**Action item**:
After locating the line with "ctx.textBaseline = 'middle';" in the data that follows, return it and every later line exactly, up to and including the line with "M336,433L734,484L1243,546".

(Input Opens)

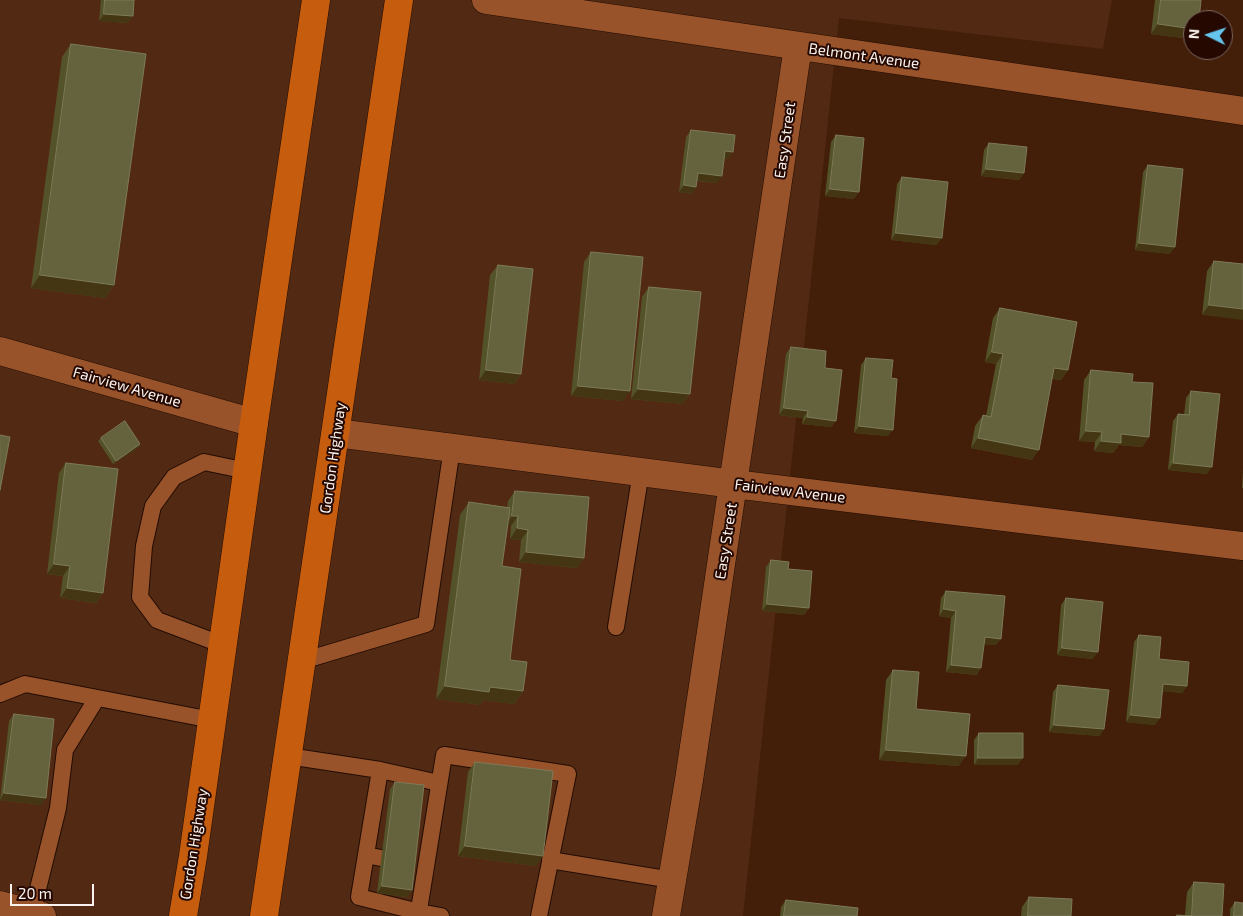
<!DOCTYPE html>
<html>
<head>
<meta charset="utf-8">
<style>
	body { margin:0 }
	#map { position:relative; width:1243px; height:916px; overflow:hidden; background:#431e09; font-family:"Exo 2",sans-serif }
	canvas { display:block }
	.north { position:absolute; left:1183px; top:10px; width:50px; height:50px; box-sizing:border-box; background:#250900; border:1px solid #7a665f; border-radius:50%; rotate:274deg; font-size:14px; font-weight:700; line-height:20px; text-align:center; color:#faf2ee }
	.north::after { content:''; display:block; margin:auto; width:18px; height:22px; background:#65c5ee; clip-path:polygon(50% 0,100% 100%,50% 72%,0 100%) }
	.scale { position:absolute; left:10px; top:884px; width:84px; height:22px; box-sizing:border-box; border:2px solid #faf2ee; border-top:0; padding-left:6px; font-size:15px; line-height:18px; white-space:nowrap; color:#faf2ee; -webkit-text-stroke:4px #250900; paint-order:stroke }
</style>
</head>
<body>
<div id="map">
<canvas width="1243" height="916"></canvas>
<div class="north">N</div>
<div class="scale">20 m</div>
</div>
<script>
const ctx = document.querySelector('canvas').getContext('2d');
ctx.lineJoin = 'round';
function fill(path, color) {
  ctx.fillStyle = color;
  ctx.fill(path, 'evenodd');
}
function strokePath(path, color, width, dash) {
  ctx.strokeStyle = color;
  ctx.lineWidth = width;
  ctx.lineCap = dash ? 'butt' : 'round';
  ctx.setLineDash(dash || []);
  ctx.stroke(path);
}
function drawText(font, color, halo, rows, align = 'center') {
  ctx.font = font + ' "Exo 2",sans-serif';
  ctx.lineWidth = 4;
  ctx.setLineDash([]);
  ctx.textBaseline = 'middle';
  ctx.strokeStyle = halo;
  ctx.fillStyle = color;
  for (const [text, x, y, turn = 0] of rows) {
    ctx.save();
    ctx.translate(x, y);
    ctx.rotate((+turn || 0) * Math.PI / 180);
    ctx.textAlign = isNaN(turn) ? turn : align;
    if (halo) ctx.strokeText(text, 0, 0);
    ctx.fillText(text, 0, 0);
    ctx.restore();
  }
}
fill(new Path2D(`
	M0,0H1112L1103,49L839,18L743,916H0Z`), '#522a13');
const service = new Path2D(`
	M616,627L641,472
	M223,645L157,620L140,597L144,546L153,506L174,477L204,462L247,471
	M302,661L426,624L452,448
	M0,694L25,684L212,720
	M288,756L380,770L439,783
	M380,770L359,897L419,912L441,916
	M366,855L381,858
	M550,860L672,880
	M32,913L58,808L65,750L97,698
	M418,916L444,755L568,774L539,916`);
const minor = new Path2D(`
	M486,0L1243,111
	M0,351L254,423
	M336,433L734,484L1243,546
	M666,916L689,780L798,46`);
const secondary = new Path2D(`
	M0,905L42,916`);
const trunk = new Path2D(`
	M183,916L193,856L254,423L316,0
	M264,916L399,0`);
strokePath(service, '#210c02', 18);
strokePath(minor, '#210c02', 29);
strokePath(secondary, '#210c02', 29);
strokePath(trunk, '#210c02', 29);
strokePath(service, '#99532b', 16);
strokePath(minor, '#99532b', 28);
strokePath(secondary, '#99532b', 28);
strokePath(trunk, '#c55c0e', 28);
fill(new Path2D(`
	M101,0H134L128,23L99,21Z
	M1155,0H1201L1193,20V36L1191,39L1151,34Z
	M71,44L114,285L105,298L31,288L62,57Z
	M691,130L728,159H724L717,183L697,181L692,194L679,192L686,137Z
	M836,135L854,199L825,196L831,142Z
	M989,143L1024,173L1019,180L981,176L984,150Z
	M1148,165L1170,254L1135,250L1143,172Z
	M902,177L937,245L891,240L897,184Z
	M591,252L623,401L571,396L584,262Z
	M1214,261L1243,264L1202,315L1207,271Z
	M498,265L521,374L514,384L479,380L490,275Z
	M649,287L690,394L683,404L631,399L642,297Z
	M1000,308L1068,370L1061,380L1052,379L1032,460L971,448L975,426L983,415L986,416L996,364L985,362L993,318Z
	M791,347L825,368L836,421L831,427L802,424L803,418L779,415L786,354Z
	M866,358L891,378L888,436L854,433L861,365Z
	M1091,370L1132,382L1149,437L1142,447L1119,445L1113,453L1094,451L1095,442L1079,441L1084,380Z
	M1191,391L1207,474L1168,470L1173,421L1178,414L1184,415L1186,398Z
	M101,438L140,444L138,448L113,464L98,441Z
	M66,463L103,593L96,603L60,598L63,576L47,574L59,473Z
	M1243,470V488H1242Z
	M515,491L577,568L519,562L521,540L510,539L511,526H508L502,566L510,660L523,691L514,704L484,700L480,705L436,699L460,515L469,502L507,507L508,501Z
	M771,560L788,569L809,608L804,615L762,611L766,567Z
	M946,591L996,645L984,644L977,675L946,672L951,618L939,616L941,598Z
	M1066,598L1093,659L1057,655L1061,605Z
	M1139,635L1159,659L1187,686L1182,693L1163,691L1155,725L1126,722L1134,642Z
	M893,670L916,709L959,766L879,760L886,680Z
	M1058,685L1100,736L1049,732L1053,692Z
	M14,714L41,805L0,800L9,721Z
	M979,733L1018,765H974V740Z
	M475,762L536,866L458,856L468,772Z
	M395,782L412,890L407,897L377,893L390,789Z
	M1194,882L1222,916H1176L1177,915H1185L1187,892Z
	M1029,897L1071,916H1021L1022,907Z
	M786,900L857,916H780L781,907Z
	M1235,902L1243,916H1230V909Z`), '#545228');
fill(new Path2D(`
	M104,14L133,16L128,23L99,21Z
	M1158,24L1193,29V36L1191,39L1151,34Z
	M725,151L733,152L728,159L720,158Z
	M986,169L1024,173L1019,180L981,176Z
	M698,173L722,176L717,183L693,180Z
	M684,185L696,187L692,194L679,192Z
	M830,189L859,192L854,199L825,196Z
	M896,233L942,238L937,245L891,240Z
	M1139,243L1175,247L1170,254L1135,250Z
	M40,275L114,285L105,298L31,288Z
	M1209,305L1243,309V320L1202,315Z
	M992,352L1003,354L996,364L985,362Z
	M1054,368L1068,370L1061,380L1047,378Z
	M486,370L521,374L514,384L479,380Z
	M578,386L630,391L623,401L571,396Z
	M638,389L690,394L683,404L631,399Z
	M784,408L808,411L803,418L779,415Z
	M807,417L836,421L831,427L802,424Z
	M859,426L893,430L888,436L854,433Z
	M1086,431L1102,432L1095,442L1079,441Z
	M1121,434L1149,437L1142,447L1119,445L1113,453L1094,451L1101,441Z
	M978,438L1039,450L1032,460L971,448Z
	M140,444L138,448L113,464L116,461Z
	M1173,463L1212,467L1207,474L1168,470Z
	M512,516H518L511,526H505Z
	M517,528L528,530L521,540L510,539Z
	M526,552L584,558L577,568L519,562Z
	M54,564L70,566L63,576L47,574Z
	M67,588L103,593L96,603L60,598Z
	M767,604L809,608L804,615L762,611Z
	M944,609L956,611L951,618L939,616Z
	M985,637L1001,639L996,645L980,644Z
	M1062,648L1098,652L1093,659L1057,655Z
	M951,665L981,668L977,675L946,672Z
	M1163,684L1187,686L1182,693L1158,691Z
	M445,686L490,687L523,691L514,704L484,700L480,705L436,699Z
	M1131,715L1160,718L1155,725L1126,722Z
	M1054,725L1104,729L1100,736L1049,732Z
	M886,750L966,756L959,766L879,760Z
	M978,758H1023L1018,765H974Z
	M4,793L46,798L41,805L0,800Z
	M465,846L543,856L536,866L458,856Z
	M382,886L412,890L407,897L377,893Z`), '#453613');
const building = new Path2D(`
	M105,0H134L133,16L104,14Z
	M1161,0H1201L1199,20H1193V29L1158,24Z
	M71,44L146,54L114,285L40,275Z
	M691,130L735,135L733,152L725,151L722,176L698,173L696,187L684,185Z
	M836,135L864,138L859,192L830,189Z
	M989,143L1027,147L1024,173L986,169Z
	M1148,165L1183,169L1175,247L1139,243Z
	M902,177L948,182L942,238L896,233Z
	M591,252L643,257L630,391L578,386Z
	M1214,261L1243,264V309L1209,305Z
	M498,265L533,269L521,374L486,370Z
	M649,287L701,292L690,394L638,389Z
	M1000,308L1077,322L1068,370L1054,368L1039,450L978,438L983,415L991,417L1003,354L992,352Z
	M791,347L826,351L825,368L842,370L836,421L807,417L808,411L784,408Z
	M866,358L893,360L891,378L897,379L893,430L859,426Z
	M1091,370L1133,374L1132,382L1153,383L1149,437L1121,434V443L1101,441L1102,432L1086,431Z
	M1191,391L1220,394L1212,467L1173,463L1178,414L1189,415Z
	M125,421L140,444L116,461L101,438Z
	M0,435L10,437L0,490Z
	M66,463L118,469L103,593L67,588L70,566L54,564Z
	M515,491L589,497L584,558L526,552L528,530L517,528L518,516H512Z
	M469,502L510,508L502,566L521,569L510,660L527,662L523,691L490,687L489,692L445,686Z
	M771,560L789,562L788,569L812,571L809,608L767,604Z
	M946,591L1005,596L1001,639L985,637L981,668L951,665L956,611L944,609Z
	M1066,598L1103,602L1098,652L1062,648Z
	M1139,635L1161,637L1159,659L1189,662L1187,686L1163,684L1160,718L1131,715Z
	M893,670L919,672L916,709L970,714L966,756L886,750Z
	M1058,685L1109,690L1104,729L1054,725Z
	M14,714L54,719L46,798L4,793Z
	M979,733H1023V758H978Z
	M475,762L553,771L543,856L465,846Z
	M395,782L424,785L412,890L382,886Z
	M1194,882L1224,884L1222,916H1192Z
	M1029,897L1072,899L1071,916H1028Z
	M786,900L858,908L857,916H784Z
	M1235,902L1243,903V916H1234Z
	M1177,915L1191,916H1177Z`);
fill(building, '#65633d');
strokePath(building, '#7d7a59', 1);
drawText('15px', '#faf2ee', '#250900', [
	["Belmont Avenue",864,56,8],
	["Easy Street",785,140,-82],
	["Fairview Avenue",127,387,16],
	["Gordon Highway",333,458,-82],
	["Fairview Avenue",790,491,7],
	["Easy Street",726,541,-81],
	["Gordon Highway",194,844,-81]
]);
</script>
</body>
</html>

(Input Closes)

**Response to this exercise**:
  ctx.textBaseline = 'middle';
  ctx.strokeStyle = halo;
  ctx.fillStyle = color;
  for (const [text, x, y, turn = 0] of rows) {
    ctx.save();
    ctx.translate(x, y);
    ctx.rotate((+turn || 0) * Math.PI / 180);
    ctx.textAlign = isNaN(turn) ? turn : align;
    if (halo) ctx.strokeText(text, 0, 0);
    ctx.fillText(text, 0, 0);
    ctx.restore();
  }
}
fill(new Path2D(`
	M0,0H1112L1103,49L839,18L743,916H0Z`), '#522a13');
const service = new Path2D(`
	M616,627L641,472
	M223,645L157,620L140,597L144,546L153,506L174,477L204,462L247,471
	M302,661L426,624L452,448
	M0,694L25,684L212,720
	M288,756L380,770L439,783
	M380,770L359,897L419,912L441,916
	M366,855L381,858
	M550,860L672,880
	M32,913L58,808L65,750L97,698
	M418,916L444,755L568,774L539,916`);
const minor = new Path2D(`
	M486,0L1243,111
	M0,351L254,423
	M336,433L734,484L1243,546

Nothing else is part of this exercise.